**** Task data

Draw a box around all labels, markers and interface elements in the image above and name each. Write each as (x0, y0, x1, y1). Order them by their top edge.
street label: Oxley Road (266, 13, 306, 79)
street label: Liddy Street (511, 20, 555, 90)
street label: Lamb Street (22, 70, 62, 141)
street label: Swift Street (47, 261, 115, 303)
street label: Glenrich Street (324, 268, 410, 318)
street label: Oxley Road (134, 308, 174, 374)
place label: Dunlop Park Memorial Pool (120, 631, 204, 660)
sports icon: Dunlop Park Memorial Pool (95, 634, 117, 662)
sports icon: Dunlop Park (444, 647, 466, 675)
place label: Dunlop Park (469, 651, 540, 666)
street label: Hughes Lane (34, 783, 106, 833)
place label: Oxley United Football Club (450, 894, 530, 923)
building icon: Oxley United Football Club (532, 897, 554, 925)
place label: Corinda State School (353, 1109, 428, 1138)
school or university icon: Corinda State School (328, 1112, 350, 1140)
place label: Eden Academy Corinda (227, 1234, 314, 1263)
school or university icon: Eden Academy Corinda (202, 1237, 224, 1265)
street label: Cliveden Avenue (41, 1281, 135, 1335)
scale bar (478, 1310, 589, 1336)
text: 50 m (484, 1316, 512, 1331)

********

> [Exercise details]
Every line of the data above that includes "place" should be listed.

> [Written solution]
place label: Dunlop Park Memorial Pool (120, 631, 204, 660)
place label: Dunlop Park (469, 651, 540, 666)
place label: Oxley United Football Club (450, 894, 530, 923)
place label: Corinda State School (353, 1109, 428, 1138)
place label: Eden Academy Corinda (227, 1234, 314, 1263)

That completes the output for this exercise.